Cuadernos de Encuentro

 Visitaba el Castillo Estense de Ferrara cuando un guarda me señaló una sala diciéndome: «Esa era la oficina de Italo Balbo. Ya ve. En Nueva York tiene una calle y aquí en Italia, nada, porque dicen que era fascista». Otro empleado del museo que pasaba le dijo, seguramente con sorna, porque con los italianos nunca se sabe: «Será un embustero quien lo dice, ¿no?» Yo podía haber salido de dudas diciendo que también de Mussolini se dice que era fascista, pero opté por no meterme en dibujos ni terciar en disputas de familia. A pocos sin embargo le cuadra mejor que al ras de Ferrara, cuadrunviro de la Marcha sobre Roma, ese epíteto que hoy con tanta desenvoltura se prodiga a la hora de descalificar a fulano o a mengano. Y esa connotación negativa está tan arraigada que incluso los que en el fondo se sienten fascistas se resisten a reconocerse como tales.  En los años 30 no era así, y por eso tiene su mérito el que José Antonio Primo de Rivera negara esa filiación para la Falange recién fundada en un momento en que Balbo y Mussolini estaban en la cresta de la ola. José Antonio señaló las diferencias de su movimiento con el fascista cuando dijo entre otras cosas que la Cámara de las Corporaciones era un buñuelo de viento, pero aun así es innegable que la Falange fue la versión española del fascismo como el nacionalsocialismo era la alemana. Entre estos movimientos había diferencias innegables y puede que insalvables, pues su punto de partida romántico y nacionalista era la encarnación del Volksgeist respectivo.

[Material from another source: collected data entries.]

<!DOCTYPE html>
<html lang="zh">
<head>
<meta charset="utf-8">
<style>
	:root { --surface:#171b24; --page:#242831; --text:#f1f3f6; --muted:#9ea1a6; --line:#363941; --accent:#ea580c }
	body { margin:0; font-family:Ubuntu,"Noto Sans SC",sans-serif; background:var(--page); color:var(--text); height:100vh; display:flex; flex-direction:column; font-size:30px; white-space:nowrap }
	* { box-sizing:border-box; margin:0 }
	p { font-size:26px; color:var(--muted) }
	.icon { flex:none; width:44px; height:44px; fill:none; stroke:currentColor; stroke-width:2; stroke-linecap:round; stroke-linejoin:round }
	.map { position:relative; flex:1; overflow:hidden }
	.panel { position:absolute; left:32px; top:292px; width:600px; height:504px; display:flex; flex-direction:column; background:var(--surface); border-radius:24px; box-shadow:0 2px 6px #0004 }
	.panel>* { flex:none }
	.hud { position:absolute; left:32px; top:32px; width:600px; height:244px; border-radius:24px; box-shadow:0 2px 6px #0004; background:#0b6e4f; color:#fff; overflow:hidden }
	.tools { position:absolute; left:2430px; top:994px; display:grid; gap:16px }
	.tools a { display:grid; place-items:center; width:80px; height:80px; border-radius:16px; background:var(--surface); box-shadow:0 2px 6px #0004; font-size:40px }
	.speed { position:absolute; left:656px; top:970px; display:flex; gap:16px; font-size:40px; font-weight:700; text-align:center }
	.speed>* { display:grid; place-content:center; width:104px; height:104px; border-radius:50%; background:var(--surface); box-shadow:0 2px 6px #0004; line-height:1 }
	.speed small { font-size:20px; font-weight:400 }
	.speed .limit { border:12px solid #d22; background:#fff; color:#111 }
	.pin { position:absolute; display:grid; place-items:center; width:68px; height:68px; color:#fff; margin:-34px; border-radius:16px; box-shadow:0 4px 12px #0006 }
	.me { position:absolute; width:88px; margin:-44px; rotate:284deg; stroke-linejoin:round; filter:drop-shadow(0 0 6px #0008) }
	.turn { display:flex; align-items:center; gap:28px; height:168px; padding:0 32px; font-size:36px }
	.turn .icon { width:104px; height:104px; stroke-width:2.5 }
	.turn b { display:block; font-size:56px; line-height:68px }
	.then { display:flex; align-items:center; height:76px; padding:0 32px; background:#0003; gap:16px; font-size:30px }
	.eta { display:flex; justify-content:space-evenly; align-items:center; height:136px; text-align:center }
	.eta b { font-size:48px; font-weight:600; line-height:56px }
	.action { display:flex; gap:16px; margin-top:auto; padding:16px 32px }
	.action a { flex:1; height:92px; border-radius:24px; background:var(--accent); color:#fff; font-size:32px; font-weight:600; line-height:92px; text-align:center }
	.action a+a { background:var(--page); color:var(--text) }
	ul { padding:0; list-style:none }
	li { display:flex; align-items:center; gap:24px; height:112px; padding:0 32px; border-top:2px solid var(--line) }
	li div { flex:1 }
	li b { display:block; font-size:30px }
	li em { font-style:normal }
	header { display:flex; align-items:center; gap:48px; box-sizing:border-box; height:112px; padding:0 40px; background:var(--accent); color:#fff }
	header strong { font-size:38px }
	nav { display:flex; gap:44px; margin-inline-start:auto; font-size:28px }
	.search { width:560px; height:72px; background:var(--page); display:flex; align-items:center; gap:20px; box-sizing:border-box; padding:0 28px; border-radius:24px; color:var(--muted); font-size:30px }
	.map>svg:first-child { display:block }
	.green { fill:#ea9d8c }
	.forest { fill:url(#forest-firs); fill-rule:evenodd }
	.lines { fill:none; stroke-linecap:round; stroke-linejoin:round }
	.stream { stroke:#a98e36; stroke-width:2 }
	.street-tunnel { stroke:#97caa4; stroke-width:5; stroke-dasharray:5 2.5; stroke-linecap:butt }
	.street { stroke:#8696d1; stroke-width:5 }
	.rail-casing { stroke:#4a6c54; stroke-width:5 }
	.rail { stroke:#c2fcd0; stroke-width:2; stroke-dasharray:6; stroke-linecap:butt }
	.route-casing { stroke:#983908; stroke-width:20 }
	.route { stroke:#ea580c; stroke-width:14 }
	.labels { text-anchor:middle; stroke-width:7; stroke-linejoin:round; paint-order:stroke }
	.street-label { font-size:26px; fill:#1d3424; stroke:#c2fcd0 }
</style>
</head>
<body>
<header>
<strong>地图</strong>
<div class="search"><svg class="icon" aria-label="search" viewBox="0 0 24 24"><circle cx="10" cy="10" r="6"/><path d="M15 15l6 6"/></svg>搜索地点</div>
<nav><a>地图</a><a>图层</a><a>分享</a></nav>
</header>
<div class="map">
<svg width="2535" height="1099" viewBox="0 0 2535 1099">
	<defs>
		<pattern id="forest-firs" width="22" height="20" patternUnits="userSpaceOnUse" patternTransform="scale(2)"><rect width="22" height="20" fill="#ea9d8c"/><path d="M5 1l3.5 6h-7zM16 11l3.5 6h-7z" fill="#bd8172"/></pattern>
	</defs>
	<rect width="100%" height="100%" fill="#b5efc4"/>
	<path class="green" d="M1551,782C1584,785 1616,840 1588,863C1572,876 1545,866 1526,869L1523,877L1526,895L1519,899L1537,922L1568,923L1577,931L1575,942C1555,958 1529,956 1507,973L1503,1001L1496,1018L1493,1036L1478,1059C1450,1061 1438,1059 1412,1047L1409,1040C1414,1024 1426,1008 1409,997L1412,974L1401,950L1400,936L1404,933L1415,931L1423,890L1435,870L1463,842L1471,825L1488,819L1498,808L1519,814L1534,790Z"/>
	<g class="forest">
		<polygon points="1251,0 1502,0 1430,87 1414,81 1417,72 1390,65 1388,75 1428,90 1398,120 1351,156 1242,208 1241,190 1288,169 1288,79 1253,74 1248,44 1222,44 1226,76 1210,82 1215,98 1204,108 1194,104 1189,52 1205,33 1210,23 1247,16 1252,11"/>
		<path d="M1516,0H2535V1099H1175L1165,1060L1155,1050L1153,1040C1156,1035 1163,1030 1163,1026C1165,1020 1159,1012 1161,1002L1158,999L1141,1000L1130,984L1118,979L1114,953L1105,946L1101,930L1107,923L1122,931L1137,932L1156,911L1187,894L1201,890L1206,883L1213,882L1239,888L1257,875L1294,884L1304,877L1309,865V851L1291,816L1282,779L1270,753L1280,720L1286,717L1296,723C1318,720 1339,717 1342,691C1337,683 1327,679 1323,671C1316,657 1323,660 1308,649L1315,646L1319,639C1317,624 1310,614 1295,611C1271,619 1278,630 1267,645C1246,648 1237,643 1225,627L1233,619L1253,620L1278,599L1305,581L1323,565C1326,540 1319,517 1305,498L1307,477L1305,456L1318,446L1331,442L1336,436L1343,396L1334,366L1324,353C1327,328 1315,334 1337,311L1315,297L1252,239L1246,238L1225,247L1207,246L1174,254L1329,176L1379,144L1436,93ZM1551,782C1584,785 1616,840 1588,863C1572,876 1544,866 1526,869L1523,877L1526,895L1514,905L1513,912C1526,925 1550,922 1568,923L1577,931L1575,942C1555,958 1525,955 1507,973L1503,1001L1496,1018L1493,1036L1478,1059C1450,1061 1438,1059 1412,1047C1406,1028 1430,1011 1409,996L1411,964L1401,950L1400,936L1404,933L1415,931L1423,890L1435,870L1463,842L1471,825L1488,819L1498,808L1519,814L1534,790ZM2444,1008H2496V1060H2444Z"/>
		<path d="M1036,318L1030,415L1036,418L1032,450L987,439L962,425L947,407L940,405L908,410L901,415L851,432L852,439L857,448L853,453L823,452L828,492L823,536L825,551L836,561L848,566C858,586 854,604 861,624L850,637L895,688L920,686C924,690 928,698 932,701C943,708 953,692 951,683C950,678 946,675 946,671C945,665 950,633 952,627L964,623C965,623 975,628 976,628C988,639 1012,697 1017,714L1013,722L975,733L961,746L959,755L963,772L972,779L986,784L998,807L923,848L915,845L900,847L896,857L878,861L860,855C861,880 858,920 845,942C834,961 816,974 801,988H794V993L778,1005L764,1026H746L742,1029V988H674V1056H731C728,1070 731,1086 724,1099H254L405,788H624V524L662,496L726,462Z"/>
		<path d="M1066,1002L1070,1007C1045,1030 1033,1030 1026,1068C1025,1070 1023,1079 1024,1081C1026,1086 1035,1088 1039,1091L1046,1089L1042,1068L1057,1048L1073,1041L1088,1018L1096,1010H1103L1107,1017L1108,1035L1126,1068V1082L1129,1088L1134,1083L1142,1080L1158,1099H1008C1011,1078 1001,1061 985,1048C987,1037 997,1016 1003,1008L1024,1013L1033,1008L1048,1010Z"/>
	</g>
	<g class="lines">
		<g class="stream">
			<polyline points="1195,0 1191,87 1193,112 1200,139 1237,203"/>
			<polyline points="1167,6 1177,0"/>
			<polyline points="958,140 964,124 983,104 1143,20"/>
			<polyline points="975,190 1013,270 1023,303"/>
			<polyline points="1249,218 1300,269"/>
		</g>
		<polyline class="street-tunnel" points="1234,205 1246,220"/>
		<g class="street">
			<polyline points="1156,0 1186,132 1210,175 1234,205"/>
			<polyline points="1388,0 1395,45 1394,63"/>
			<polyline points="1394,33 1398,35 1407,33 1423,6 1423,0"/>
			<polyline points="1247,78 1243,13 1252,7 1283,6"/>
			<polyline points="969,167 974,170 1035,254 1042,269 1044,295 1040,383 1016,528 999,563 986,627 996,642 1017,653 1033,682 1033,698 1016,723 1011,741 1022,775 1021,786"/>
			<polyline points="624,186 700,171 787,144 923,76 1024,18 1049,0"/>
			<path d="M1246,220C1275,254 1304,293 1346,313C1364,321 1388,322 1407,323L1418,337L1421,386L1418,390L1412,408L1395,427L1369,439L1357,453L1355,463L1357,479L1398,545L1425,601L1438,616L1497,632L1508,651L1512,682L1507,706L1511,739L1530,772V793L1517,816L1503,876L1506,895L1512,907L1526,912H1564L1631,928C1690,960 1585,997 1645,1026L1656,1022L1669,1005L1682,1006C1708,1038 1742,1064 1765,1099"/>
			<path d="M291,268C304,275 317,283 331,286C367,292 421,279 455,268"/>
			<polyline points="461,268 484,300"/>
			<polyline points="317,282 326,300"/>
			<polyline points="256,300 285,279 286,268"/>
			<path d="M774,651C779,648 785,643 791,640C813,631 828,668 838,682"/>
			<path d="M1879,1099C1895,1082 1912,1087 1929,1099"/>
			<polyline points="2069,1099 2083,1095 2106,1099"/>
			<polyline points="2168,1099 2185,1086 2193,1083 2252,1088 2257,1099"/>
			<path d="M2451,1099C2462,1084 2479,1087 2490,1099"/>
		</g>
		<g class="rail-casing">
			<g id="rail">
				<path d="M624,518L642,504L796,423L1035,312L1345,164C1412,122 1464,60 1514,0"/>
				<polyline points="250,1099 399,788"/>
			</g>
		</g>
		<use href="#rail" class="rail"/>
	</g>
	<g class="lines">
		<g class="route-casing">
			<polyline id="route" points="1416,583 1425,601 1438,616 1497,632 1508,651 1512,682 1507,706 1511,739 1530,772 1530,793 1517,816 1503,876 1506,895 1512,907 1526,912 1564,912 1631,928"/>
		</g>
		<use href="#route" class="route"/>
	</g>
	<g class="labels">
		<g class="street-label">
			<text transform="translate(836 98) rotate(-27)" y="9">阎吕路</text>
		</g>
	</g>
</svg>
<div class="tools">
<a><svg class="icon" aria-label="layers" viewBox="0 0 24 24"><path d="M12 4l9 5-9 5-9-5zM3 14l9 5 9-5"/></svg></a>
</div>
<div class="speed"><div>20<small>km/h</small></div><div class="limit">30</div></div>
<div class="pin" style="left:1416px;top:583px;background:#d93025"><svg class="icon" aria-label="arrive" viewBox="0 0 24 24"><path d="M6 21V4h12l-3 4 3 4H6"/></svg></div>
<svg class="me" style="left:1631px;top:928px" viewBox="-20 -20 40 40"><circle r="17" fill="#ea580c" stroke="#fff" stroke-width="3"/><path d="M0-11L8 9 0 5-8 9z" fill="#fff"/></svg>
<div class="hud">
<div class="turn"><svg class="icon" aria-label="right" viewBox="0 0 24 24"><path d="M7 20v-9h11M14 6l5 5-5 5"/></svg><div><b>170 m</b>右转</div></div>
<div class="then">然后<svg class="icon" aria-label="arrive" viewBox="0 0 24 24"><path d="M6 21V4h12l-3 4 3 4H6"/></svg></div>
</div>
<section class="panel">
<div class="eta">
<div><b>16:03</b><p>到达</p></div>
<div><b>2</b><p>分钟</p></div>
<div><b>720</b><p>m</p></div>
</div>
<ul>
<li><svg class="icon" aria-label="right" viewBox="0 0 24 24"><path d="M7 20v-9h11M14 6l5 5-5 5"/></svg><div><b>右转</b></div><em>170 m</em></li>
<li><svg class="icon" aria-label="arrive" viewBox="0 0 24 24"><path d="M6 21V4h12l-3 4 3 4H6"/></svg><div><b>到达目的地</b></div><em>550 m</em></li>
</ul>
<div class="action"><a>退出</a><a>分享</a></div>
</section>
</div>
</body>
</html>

También es innegable la admiración personal de José Antonio por Mussolini, como lo eran los «accidentes externos intercambiables» que, como él le decía a Indalecio Prieto, «no queremos para nada asumir». Pero es que el fascismo, o los fascismos, tuvieron un programa social y, en lo que a España respecta, fue ese programa el legado falangista mejor aprovechado, no ya por el régimen nacido del Alzamiento, sino por el sistema que lo vino a suceder, ya que las «conquistas sociales» que defenderían los sindicatos socialistas y comunistas tienen nombre y apellidos: José Antonio Girón de Velasco. Una de las razones del ostracismo político del austriaco Haider es el crimen de haber dicho que en punto a política laboral Hitler hizo mucho más y fue más lejos que todos los gobiernos austriacos de postguerra.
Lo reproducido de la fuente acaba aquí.